Quickstart (Cloud Shell or local with gcloud)

Variables

# Run from: examples/dataflow-dlp-flex-deid/
export PROJECT_ID="<YOUR_PROJECT_ID>"
export REGION="us-central1"
export DATASET="sensitive_data"
export STAGING_BUCKET_NAME="${PROJECT_ID}-dataflow-assets"
export AR_REPO_NAME="dataflow-images"
export IMAGE_TAG="${REGION}-docker.pkg.dev/${PROJECT_ID}/${AR_REPO_NAME}/dlp-csv-deid:latest"
export TEMPLATE_SPEC="gs://${STAGING_BUCKET_NAME}/templates/dlp-csv-deid.json"
export DEID_TEMPLATE_NAME="projects/${PROJECT_ID}/locations/global/deidentifyTemplates/<TEMPLATE_ID>"
export SERVICE_ACCOUNT_NAME="dlp-flex-template-runner"
export SERVICE_ACCOUNT_EMAIL="${SERVICE_ACCOUNT_NAME}@${PROJECT_ID}.iam.gserviceaccount.com"

One-time resources

# Run from: examples/dataflow-dlp-flex-deid/
gcloud config set project "$PROJECT_ID"
gcloud services enable \
  dataflow.googleapis.com dlp.googleapis.com cloudbuild.googleapis.com \
  artifactregistry.googleapis.com bigquery.googleapis.com compute.googleapis.com

gcloud storage buckets create "gs://${STAGING_BUCKET_NAME}" \
  --location="$REGION" --uniform-bucket-level-access || true

bq --location="$REGION" mk --dataset "${PROJECT_ID}:${DATASET}" || true

gcloud artifacts repositories create "${AR_REPO_NAME}" \
  --repository-format=docker --location="${REGION}" || true

gcloud iam service-accounts create "${SERVICE_ACCOUNT_NAME}" \
  --display-name="DLP Flex Template Runner" || true

for ROLE in roles/dataflow.worker roles/storage.objectAdmin \
           roles/bigquery.jobUser roles/bigquery.dataEditor \
           roles/artifactregistry.reader roles/dlp.user
do
  gcloud projects add-iam-policy-binding "$PROJECT_ID" \
    --member="serviceAccount:${SERVICE_ACCOUNT_EMAIL}" \
    --role="$ROLE" --condition=None
done

Build and push the template

# Run from: examples/dataflow-dlp-flex-deid/
gcloud builds submit \
  --config cloudbuild.yaml \
  --substitutions=_IMAGE_TAG="${IMAGE_TAG}" \
  --project="${PROJECT_ID}" .

Build the Flex Template spec

# Run from: examples/dataflow-dlp-flex-deid/
gcloud dataflow flex-template build "${TEMPLATE_SPEC}" \
  --image "${IMAGE_TAG}" \
  --sdk-language "PYTHON" \
  --metadata-file "metadata.json" \
  --project "${PROJECT_ID}"

Run the job

# Run from: anywhere
JOB_NAME="dlp-deid-csv-$(date +%Y%m%d-%H%M%S)"

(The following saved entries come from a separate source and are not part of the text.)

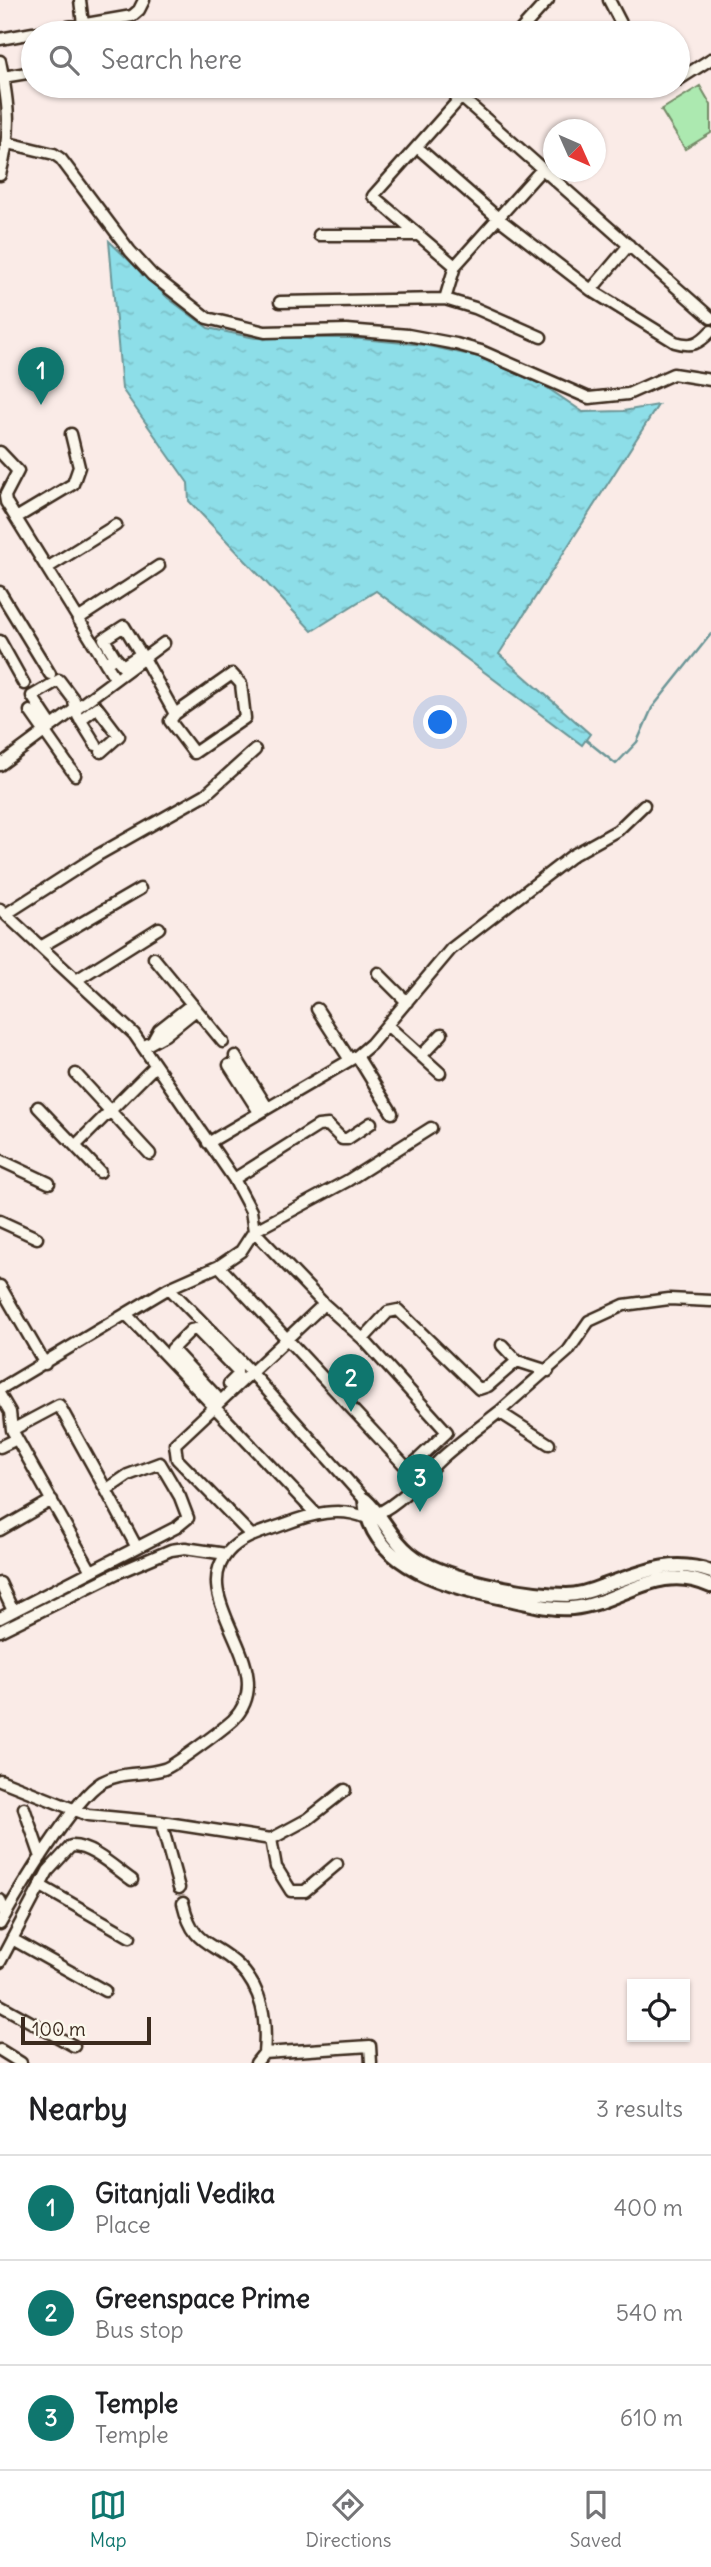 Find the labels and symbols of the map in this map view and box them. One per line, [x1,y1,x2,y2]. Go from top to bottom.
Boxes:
north arrow [543,119,606,182]
pin: 1 [18,347,64,405]
your location [423,705,457,739]
pin: 2 [328,1354,374,1412]
pin: 3 [397,1454,443,1512]
scale bar [21,2014,150,2046] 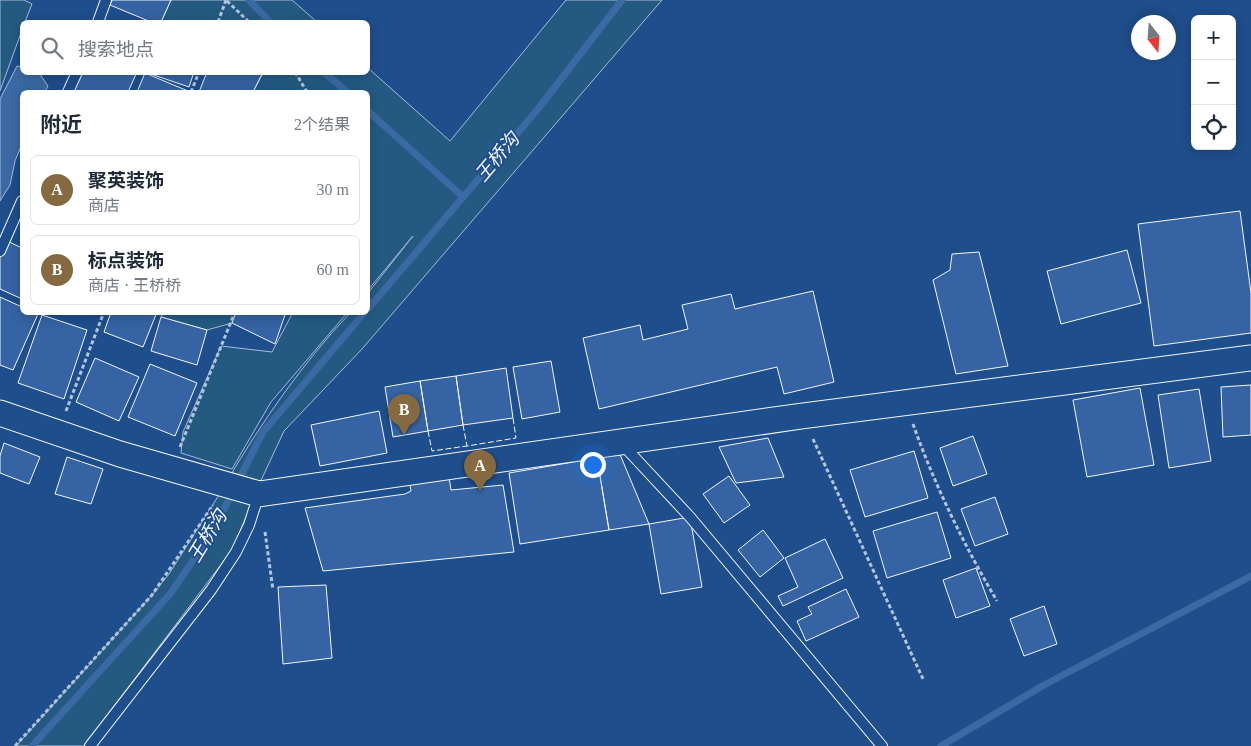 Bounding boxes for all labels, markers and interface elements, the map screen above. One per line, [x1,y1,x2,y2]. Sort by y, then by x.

# Option A — inline headers:
CSV_HEADERS="name,email,phone"

gcloud dataflow flex-template run "${JOB_NAME}" \
  --template-file-gcs-location "${TEMPLATE_SPEC}" \
  --region "${REGION}" \
  --service-account-email "${SERVICE_ACCOUNT_EMAIL}" \
  --staging-location "gs://${STAGING_BUCKET_NAME}/staging" \
  --temp-location "gs://${STAGING_BUCKET_NAME}/temp" \
  --parameters file_pattern="gs://<INPUT_BUCKET>/<PATH>/*.csv" \
  --parameters dataset="${DATASET}" \
  --parameters deidentify_template_name="${DEID_TEMPLATE_NAME}" \
  --parameters csv_headers="${CSV_HEADERS}" \
  --parameters output_table="output_example"

# Option B — headers file in GCS (first line is the header row):
HEADERS_GCS_URI="gs://<INPUT_BUCKET>/headers.txt"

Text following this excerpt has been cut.